Salimos del teatro mudas. Apenas pudimos mascullar frases distorsionadas sobre lo dura que era la obra. Ella usando un tono muy grave, lleno de dramatismo; yo con la sonrisa condescendiente a la que apelo cuando el drama me hace sentir quebrada.

Volví a casa perpleja. Físicamente cansada, pero insomne. Me quedé mirando largamente mi imagen en el espejo de tres hojas. Y descubrí que en dos de los tercios, mi imagen se repetía. Una, doliente. La otra, altiva.

El sábado me desperté obligada a cumplir con compromisos afectivos. Calor en la cocina, locura en los estantes de papeles humedecidos por una tempestad pasada, gente de visita para almorzar en casa, el cumpleaños de mi cuñada. La noche llegó y yo la alcancé destruida. Los únicos breves momentos que había tenido para mí, en los que hubiera podido descansar, me los pasé llorando desconsoladamente con una sensación de estar desorbitada, pura emoción, sin creencias ni saber, ni siquiera entender por qué lloraba. Algo intenso, potente me asechaba, y no era capaz de asimilarlo. Escenas de la obra se me venían a la cabeza: la madre pidiéndole a la hija que interpretara un preludio de Chopin, la hija accediendo a la espera de ser reconocida en la interpretación por la madre, la madre escuchando atenta y fría, registrando mentalmente los detalles en los que fundaría la crítica con la que rigurosa, establecería una antítesis de su propia interpretación (hábil, intachable).

A los ocho años escribí un cuento sobre un lugar imaginario donde vivían hadas misteriosamente malas y brujas inesperadamente divertidas. Cuando lo estaba terminando mi papá sobrevoló con su ojo de águila lo que decía el papel (una servilleta que conservo, amarilla por los años). Se entusiasmó con mi escritura y me dictó un final inesperado, en sintonía con lo que yo venía escribiendo.

Esto fue en un verano en la playa, en la casa donde pasábamos las vacaciones. Cuando empezaron las clases, llevé la creación, esa suerte de cadáver exquisito, para compartirla con mis amigas de grado. La maestra se enteró. Leyó lo que tenía escrito y le pareció tan bueno que me pidió que lo copiara en el pizarrón. Esa mañana, en todos los cuadernos se escribió una copia de mi cuento. A la tarde la maestra llamó a mi casa, pidió hablar con mi mamá y le dijo que yo era algo así como un genio con grandes aptitudes para la literatura. Mamá la escuchó, permaneció inconmovible, serena. Le agradeció. Cortó el teléfono. Jamás me contó de esta charla hasta hace pocos meses que le conté que entre recuerdos olvidados había recuperado aquella servilleta.

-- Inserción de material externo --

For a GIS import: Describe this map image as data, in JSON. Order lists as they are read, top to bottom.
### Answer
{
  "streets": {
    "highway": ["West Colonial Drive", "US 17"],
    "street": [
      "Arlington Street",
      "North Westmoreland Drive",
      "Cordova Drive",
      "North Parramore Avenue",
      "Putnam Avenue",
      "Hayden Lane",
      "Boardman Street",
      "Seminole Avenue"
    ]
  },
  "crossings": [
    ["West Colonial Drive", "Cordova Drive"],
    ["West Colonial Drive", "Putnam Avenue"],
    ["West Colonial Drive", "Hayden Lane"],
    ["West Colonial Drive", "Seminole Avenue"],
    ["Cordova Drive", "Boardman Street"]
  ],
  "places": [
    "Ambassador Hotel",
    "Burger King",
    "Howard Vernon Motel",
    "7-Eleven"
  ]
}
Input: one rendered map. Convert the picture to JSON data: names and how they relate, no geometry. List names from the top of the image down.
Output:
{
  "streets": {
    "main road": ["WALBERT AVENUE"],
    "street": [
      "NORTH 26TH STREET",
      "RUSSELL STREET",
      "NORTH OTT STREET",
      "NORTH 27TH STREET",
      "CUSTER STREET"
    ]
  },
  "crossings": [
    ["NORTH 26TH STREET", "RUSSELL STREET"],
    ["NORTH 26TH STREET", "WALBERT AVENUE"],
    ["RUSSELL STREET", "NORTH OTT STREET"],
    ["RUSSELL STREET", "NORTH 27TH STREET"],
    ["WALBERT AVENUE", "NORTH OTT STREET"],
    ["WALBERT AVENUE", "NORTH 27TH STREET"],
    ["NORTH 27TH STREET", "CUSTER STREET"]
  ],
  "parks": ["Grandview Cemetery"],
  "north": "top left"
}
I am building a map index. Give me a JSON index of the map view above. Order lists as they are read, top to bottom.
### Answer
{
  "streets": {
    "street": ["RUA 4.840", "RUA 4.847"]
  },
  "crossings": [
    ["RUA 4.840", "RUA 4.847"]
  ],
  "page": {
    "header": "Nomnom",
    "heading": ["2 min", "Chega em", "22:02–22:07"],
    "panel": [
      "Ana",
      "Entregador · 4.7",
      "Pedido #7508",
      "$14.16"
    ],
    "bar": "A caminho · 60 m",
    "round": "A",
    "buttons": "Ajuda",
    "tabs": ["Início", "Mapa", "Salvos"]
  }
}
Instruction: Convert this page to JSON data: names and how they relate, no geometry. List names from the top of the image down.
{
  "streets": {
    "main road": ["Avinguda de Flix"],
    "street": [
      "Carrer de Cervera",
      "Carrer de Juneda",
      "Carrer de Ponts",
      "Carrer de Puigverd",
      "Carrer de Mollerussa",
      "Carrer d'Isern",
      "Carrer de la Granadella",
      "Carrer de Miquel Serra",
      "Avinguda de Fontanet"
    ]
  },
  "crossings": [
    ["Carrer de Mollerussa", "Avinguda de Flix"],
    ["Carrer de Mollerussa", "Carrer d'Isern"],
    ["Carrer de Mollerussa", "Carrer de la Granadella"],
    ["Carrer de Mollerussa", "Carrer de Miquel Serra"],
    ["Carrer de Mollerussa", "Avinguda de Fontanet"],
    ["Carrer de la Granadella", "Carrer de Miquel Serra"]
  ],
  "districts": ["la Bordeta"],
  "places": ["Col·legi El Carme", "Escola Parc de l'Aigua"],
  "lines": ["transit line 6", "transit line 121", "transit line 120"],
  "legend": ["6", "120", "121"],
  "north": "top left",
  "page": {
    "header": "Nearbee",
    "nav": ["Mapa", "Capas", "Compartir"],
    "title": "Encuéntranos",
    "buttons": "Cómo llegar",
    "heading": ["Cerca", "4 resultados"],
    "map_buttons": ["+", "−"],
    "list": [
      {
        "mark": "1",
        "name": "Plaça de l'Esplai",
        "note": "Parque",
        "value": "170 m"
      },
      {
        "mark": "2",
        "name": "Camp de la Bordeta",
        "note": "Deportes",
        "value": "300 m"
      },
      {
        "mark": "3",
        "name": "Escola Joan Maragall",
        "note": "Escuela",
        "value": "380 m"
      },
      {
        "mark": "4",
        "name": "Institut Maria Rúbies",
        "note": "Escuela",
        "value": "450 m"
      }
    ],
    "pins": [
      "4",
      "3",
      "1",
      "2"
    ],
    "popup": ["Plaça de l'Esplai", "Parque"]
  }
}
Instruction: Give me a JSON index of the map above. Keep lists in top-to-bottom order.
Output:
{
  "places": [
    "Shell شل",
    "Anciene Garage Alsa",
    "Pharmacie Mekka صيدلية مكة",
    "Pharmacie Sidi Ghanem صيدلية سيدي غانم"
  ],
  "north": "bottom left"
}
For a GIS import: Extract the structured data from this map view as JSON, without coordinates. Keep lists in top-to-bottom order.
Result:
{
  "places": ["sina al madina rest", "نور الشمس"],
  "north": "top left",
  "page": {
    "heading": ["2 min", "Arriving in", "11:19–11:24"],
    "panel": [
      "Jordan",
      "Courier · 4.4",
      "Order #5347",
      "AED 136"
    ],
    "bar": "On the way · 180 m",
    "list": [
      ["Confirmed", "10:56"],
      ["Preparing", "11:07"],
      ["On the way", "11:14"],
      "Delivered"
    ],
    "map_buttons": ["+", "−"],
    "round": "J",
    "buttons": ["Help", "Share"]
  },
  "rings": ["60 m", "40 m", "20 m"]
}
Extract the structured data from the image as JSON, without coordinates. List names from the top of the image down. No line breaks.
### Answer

“¡No sabía que te había llamado la maestra!”, le dije con un tono de reproche solapado.

“Bueno, sí, varios decían que eras muy buena escribiendo”

“¿Pero qué?”, la interrumpí.

“Siempre fuiste muy exigente con vos misma”.

2 COMENTARIOS

  1. Tremendo relato Magdalena. Me encantó y me hizo vibrar.

    Esa ambigüedad de la “auto”exigencia por ser amada/reconocida que no se entiende bien si viene de afuera o de adentro: soy yo que le doy cabida e “interpreto” lo que me exigen desde afuera y debería “cumplir” o soy yo que me comparo e intento alcanzar el objetivo auto-impuesto de lo que yo entiendo que debería “servir” para obtener aquel reconocimiento… Lo que me consuela, en todo caso, es que “soy yo”.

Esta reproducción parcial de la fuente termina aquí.